__DATA PROVIDED__
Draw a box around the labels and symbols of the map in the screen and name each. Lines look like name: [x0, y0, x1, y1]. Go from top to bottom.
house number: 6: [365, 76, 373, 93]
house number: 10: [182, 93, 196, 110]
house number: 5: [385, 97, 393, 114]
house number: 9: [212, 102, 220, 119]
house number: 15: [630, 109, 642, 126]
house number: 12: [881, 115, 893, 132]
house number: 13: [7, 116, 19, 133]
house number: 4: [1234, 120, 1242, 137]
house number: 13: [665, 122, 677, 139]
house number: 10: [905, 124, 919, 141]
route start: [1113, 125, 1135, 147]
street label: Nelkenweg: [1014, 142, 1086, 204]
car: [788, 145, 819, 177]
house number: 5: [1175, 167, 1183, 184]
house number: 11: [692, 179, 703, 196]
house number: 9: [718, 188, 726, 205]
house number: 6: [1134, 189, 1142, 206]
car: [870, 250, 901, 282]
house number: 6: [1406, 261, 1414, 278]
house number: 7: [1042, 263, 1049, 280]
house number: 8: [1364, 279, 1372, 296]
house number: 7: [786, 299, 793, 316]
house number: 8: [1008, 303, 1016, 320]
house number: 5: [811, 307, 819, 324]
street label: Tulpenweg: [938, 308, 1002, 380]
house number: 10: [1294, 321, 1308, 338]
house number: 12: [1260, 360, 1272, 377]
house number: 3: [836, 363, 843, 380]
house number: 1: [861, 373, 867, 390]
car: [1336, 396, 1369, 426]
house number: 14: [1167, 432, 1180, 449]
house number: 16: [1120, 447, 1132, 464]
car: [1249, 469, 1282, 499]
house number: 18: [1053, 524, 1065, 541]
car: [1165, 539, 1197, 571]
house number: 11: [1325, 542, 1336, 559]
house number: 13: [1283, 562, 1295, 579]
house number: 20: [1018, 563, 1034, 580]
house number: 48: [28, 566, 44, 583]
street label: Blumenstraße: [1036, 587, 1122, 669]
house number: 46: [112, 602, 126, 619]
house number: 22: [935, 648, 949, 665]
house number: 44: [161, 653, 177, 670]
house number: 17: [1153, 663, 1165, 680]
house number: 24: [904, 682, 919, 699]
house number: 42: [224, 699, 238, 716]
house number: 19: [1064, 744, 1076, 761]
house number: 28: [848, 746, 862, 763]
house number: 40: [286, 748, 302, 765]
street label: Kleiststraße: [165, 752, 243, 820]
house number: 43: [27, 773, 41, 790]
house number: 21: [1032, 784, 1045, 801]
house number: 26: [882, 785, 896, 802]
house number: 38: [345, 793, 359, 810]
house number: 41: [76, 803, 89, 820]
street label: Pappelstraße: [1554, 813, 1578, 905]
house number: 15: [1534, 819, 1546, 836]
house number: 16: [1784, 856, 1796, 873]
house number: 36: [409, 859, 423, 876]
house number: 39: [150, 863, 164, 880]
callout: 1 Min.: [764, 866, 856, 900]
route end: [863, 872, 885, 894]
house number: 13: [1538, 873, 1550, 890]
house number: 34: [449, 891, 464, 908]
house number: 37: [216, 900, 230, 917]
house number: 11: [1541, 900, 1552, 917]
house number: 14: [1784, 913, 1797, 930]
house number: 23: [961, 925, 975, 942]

__WHAT IS BEING ASKED__
The answer must consist of every line from the data that contains the word "street".

__SOLUTION FOR THIS TASK__
street label: Nelkenweg: [1014, 142, 1086, 204]
street label: Tulpenweg: [938, 308, 1002, 380]
street label: Blumenstraße: [1036, 587, 1122, 669]
street label: Kleiststraße: [165, 752, 243, 820]
street label: Pappelstraße: [1554, 813, 1578, 905]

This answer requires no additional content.